После ленча донья Эмилия и сеньор доктор медленно прошли через внутренний двор и оказались в саду. Сад был большой, с тенистыми деревьями и залитыми солнцем лужайками. Его кольцом окружал тройной ряд апельсиновых деревьев, а за ними вздымались высокие стены и краснели черепичные крыши соседних домов. Там и сям работали босые темнокожие садовники в белоснежных рубахах и широких штанах, они ухаживали за цветами, наклонившись над клумбами, мелькали между деревьями, тащили по дорожкам тонкие резиновые шланги, из которых внезапно вырывались изогнутые струйки воды - они переплетались между собой, образуя сверкающий на солнце узор, словно дождь шуршал, падая на листья, бриллиантовыми росинками осыпая траву.

Донья Эмилия, придерживая трен светлого платья, шла рядом с доктором, на котором был длинный черный сюртук и безупречно белая манишка со строгим черным галстуком. Подле купы деревьев, в сплошной тени от их ветвей стояли маленькие столики и плетеные кресла; миссис Гулд села на одно из них.

- Не уходите, - сказала она доктору, который и без того как в землю врос. Упрятав подбородок в высокий воротник, он исподлобья пожирал ее глазами, к счастью, совершенно неспособными выразить обуревавшие его чувства, ибо более всего они напоминали шарики из мрамора с прожилками. Он с волнением и жалостью смотрел на лицо этой женщины, замечал тени прожитых лет под глазами и на висках "не ведающей усталости сеньоры" (как назвал ее когда-то дон Пепе) и чуть не плакал от умиления.

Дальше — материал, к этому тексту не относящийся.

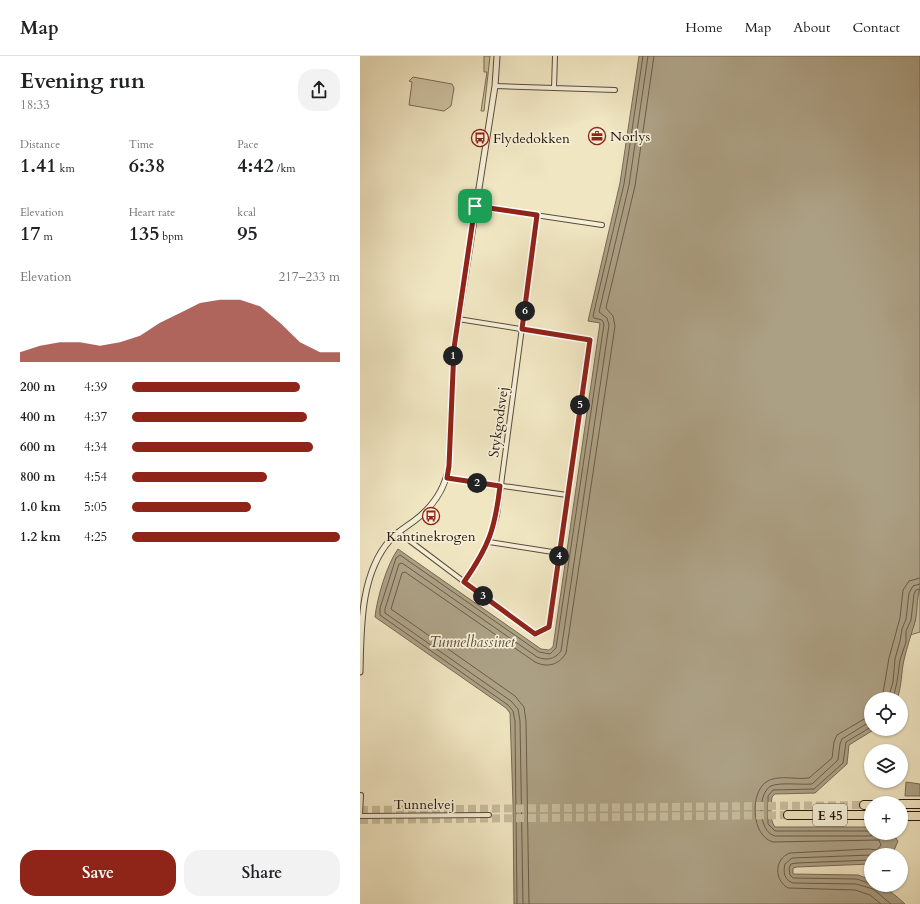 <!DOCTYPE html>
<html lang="en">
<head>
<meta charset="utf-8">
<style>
  :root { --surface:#fff; --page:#f2f2f2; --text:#202124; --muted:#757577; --line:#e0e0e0; --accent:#8f2418 }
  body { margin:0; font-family:Cardo,serif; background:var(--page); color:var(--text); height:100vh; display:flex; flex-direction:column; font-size:15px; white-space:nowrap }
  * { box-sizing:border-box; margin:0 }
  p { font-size:13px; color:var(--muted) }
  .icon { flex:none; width:22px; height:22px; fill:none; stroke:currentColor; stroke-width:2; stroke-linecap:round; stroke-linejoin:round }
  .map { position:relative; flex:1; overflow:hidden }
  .drawer { display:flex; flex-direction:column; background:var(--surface); width:360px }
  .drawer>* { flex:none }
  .fabs { position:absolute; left:504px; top:636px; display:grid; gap:8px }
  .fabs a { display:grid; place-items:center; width:44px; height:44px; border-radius:50%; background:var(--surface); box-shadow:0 1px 3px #0004; font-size:20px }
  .pin { position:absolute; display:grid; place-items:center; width:34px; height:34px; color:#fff; margin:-17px; border-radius:8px; box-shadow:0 2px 6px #0006 }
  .km { position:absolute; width:20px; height:20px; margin:-10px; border-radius:50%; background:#222; color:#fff; font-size:11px; line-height:20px; text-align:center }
  .round { display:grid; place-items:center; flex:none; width:42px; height:42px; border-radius:16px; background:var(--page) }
  .head { display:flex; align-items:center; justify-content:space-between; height:68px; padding:0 20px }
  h1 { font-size:22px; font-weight:600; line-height:30px }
  .figures { display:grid; grid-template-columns:repeat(3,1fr); gap:6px; height:68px; padding:4px 20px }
  .figures div { display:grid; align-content:center }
  .figures b { font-size:20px; font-weight:600 }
  .figures small { font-size:11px; font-weight:400 }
  .figures p { font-size:11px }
  .chart { height:112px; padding:8px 20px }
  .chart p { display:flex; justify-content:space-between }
  .chart svg { width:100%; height:72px; margin-top:4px; fill:var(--accent); opacity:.7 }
  .primary-button { display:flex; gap:8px; margin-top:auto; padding:8px 20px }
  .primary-button a { flex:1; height:46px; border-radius:16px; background:var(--accent); color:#fff; font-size:16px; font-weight:600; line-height:46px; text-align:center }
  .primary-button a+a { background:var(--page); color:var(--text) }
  ul { padding:0 20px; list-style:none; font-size:13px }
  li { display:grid; grid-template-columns:64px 48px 1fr; align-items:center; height:30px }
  li i { height:10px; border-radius:5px; background:var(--accent) }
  header { display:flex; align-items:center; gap:24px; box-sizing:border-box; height:56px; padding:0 20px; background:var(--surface); border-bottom:1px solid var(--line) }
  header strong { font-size:19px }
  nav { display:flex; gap:22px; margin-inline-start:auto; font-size:14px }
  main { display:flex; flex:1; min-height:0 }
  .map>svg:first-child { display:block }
</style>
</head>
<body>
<header>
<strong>Map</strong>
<nav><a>Home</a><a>Map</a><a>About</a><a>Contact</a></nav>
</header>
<main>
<section class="drawer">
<div class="head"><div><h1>Evening run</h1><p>18:33</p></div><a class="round"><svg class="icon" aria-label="share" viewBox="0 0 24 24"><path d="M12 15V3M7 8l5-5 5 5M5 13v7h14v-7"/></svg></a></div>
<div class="figures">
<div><p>Distance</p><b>1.41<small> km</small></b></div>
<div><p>Time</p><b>6:38</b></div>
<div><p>Pace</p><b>4:42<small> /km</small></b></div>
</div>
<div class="figures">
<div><p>Elevation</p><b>17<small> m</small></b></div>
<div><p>Heart rate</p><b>135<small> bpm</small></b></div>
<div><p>kcal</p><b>95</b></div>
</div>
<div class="chart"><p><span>Elevation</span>217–233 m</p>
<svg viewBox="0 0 160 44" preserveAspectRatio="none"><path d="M0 44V38L10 34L20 32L30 32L40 34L50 32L60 28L70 20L80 14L90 8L100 6L110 6L120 10L130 20L140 32L150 38L160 38V44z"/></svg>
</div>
<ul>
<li><b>200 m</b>4:39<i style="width:81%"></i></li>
<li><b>400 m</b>4:37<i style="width:84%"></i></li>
<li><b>600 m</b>4:34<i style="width:87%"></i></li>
<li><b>800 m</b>4:54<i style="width:65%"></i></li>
<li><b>1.0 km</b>5:05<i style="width:57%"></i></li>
<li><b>1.2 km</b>4:25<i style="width:100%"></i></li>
</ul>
<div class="primary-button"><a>Save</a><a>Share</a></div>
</section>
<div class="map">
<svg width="560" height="848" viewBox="0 0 560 848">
  <rect width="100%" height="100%" fill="#f0e6c2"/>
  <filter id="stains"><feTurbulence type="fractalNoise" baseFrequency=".005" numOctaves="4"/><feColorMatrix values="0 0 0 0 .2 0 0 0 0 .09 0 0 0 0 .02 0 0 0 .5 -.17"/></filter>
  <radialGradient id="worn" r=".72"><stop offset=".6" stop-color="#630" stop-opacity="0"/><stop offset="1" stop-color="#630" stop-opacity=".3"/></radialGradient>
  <!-- green -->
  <path fill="#cec3a3" stroke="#7b6d58" d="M 124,0 L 130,0 L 124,55 L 121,55 L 127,16 L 124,16 Z
    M 53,21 L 92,28 L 94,32 L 91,50 L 84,55 L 49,49 L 52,26 L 49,25 Z
    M 560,532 L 560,576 L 550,579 L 555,565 L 556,546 Z"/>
  <!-- water -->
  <path fill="#aca084" stroke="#776954" d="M 279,0 L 560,0 L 560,532 C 556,543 558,555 555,566 C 551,579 547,591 544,604 C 541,617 542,630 537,643 L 511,643 L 511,673 L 515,673 L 489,689 L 487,708 L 455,737 L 415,738 L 412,741 C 411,751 409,763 415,771 L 511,771 L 511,777 L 532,777 L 538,785 L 532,799 L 511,799 L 511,808 L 437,811 L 433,812 L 433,818 L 498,819 L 511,824 L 511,829 C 525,829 535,839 545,848 L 154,848 L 153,747 L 150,657 L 146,652 L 15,561 C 17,542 27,508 38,493 L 181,593 L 189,594 L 193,591 L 240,267 L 228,265 L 260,127 Z
    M 546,726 L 560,728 L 560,740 L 545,740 Z"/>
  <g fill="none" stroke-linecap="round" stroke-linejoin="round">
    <!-- shore -->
    <path stroke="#6a5c48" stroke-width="1" d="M 522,643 L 529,602 L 540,562 L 543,534 L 549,525 L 560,522
      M 528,643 L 533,626 L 535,603 L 540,585 L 542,573 L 546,563 L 549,537 L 553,530 L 560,528
      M 533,643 L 537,626 L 540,604 L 546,586 L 546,575 L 551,564 L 554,538 L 556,534 L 560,533
      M 511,659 L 477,679 L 474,686 L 472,702 L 449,722 C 437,724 417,718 406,726 C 390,737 391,780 413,786 L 519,784 L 521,789 L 517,794 L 509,793 L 430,797 C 414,803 414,824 428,832 L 495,834 L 510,839 L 521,848
      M 511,665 L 482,683 L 480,688 L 478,704 L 452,728 C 441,729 420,726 411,730 C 397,737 398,776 415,780 L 510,780 L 517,777
      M 511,671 L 486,686 L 483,707 L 454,733 L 413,734 L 408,740 L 408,768 L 415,775 L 511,775
      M 511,799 L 432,802 L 425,808 C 423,816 424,824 433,827 L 496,828 L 513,833 L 531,848
      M 511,804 L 437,807 L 431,808 L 429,812 L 430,819 L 433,822 L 497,823 L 511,828
      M 157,848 L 155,665 L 153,655 L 148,649 L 20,559 L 20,552 L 36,502 L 40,499 L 179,596 L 190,598 L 196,592 L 244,268 L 242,264 L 234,262 L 233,260 L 264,128 L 283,0
      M 163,848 L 160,665 L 158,653 L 151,645 L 25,557 L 25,553 L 39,508 L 42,507 L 177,601 C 187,605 195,603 201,595 L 249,269 L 247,262 L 239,256 L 269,129 L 288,0
      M 169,848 L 166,665 L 164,651 L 155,640 L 31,553 L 42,517 L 45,516 L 175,606 C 187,612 199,609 206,597 L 255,270 L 253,260 L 246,252 L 275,130 L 294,0"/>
    <!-- motorway-tunnel -->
    <path stroke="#c8bd9e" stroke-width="8" stroke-dasharray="8 4" stroke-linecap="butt" d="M 0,754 L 504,749
      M 0,764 L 428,759"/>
    <!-- minor casing -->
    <g stroke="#5a4b3a" stroke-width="6">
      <path id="minor" d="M 135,30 L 255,34
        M 194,32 L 195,0
        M 115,150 L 242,169
        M 87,422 L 207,439
        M 38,476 L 175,579 L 189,571 L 230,284 L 98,263
        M 129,486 L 199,497
        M 104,526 C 121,503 129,488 137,459 L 177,159
        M 0,759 L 1,739
        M 0,760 L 129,759"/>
    </g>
    <!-- tertiary casing -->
    <g stroke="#5a4b3a" stroke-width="7">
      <path id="tertiary" d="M 0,616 C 1,573 0,518 30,484 C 37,476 46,471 54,465 C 73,451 85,433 89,410 L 94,292 L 135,30 L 137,0"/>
    </g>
    <!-- motorway casing -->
    <g stroke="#28170c" stroke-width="10">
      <path id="motorway" d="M 541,748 L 560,748
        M 504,749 L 511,749
        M 428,759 L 511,759
        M 541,760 L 560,760"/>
    </g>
    <!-- minor -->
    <use href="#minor" stroke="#f5efd7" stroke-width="4"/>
    <!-- tertiary -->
    <use href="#tertiary" stroke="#f5efd7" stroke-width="5"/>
    <!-- motorway -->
    <use href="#motorway" stroke="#f0e6c2" stroke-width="8"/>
  </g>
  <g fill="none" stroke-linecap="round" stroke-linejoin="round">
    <!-- route casing -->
    <g stroke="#fff" stroke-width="8">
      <path id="route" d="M 115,150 L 177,159 L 162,273 L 230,284 L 189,571 L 175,578 L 104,526 C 129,490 135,473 140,430 L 87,422 L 89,410 L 94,292 Z"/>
    </g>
    <!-- route -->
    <use href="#route" stroke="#8f2418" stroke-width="5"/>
  </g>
  <!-- icons -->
  <defs>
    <g id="office-ring" transform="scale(0.9)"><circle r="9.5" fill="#f5efd7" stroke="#8f2418" stroke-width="1.5"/><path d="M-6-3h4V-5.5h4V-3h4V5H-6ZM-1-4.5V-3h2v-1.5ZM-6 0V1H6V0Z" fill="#8f2418"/></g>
    <g id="bus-ring" transform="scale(0.9)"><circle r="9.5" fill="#f5efd7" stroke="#8f2418" stroke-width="1.5"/><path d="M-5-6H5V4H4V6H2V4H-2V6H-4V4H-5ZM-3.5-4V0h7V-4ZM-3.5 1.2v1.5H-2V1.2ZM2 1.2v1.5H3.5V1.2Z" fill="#8f2418"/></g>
  </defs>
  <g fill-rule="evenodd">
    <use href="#office-ring" x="237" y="80"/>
    <use href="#bus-ring" x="120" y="82"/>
    <use href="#bus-ring" x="71" y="460"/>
  </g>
  <g text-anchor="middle" stroke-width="3.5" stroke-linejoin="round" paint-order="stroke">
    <!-- shield labels -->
    <rect fill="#f5efd7" stroke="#665849" stroke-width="1" x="453" y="748" width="34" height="22" rx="3"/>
    <g font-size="13" font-weight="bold" fill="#28170c">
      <text x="470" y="764">E 45</text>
    </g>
    <!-- poi labels -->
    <g font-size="14" fill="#28170c" stroke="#f5efd7" text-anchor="start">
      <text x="250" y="85">Norlys</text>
      <text x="133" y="87">Flydedokken</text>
      <text x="71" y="485" text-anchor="middle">Kantinekrogen</text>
    </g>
    <!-- street labels -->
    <g font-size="14" fill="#28170c" stroke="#f5efd7">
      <text transform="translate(138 366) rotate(-82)" y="5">Stykgodsvej</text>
      <text x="64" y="753">Tunnelvej</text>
    </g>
    <!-- water labels -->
    <g font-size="15" font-style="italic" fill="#5d4e3c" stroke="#f5efd7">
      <text x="112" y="591">Tunnelbassinet</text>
    </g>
  </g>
  <rect width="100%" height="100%" filter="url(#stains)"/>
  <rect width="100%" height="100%" fill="url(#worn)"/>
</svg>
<div class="fabs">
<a><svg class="icon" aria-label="locate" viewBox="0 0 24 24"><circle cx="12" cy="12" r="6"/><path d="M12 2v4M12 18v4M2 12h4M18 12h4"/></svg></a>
<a><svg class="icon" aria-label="layers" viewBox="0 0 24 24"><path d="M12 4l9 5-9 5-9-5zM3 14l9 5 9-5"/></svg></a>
<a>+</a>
<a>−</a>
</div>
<div class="pin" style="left:115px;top:150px;background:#1e9e55"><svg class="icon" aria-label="arrive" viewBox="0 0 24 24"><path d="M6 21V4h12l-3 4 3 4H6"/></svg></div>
<b class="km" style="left:93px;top:300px">1</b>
<b class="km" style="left:117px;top:427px">2</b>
<b class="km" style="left:123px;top:540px">3</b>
<b class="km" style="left:199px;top:500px">4</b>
<b class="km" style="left:220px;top:349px">5</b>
<b class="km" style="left:165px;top:255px">6</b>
</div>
</main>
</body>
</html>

- Побудьте здесь еще. Сегодняшний день - мой, - упрашивала его миссис Гулд. - Официально мы еще не возвратились. К нам никто не придет. Лишь завтра вечером в Каса Гулд откроются парадные двери и загорятся все окна.

Доктор опустился на стул.

- Тертулья?- спросил он с рассеянным видом.

- Просто встретимся со всеми добрыми друзьями, которые захотят к нам прийти.

- Только завтра?

- Да. Чарлз утомился сегодня после целого дня на рудниках, поэтому я… нам лучше провести вдвоем первый вечер после возвращения в дом, который я так люблю. Ведь здесь прошла вся моя жизнь.

- О, да! - внезапно рассердился доктор. - Женщины исчисляют время со дня свадьбы. Мне кажется, вы немного прожили и до нее?

- Да, конечно; но о чем там вспоминать? Не было ведь никаких забот.

Миссис Гулд вздохнула. И поскольку двое друзей, встретившись после долгой разлуки, всегда вспоминают самый тревожный период их жизни, они стали говорить о революции и последовавшем отделении Сулако. Миссис Гулд представлялось странным, что те, кто участвовал в революции, не сохранили о ней памяти и не извлекли уроков.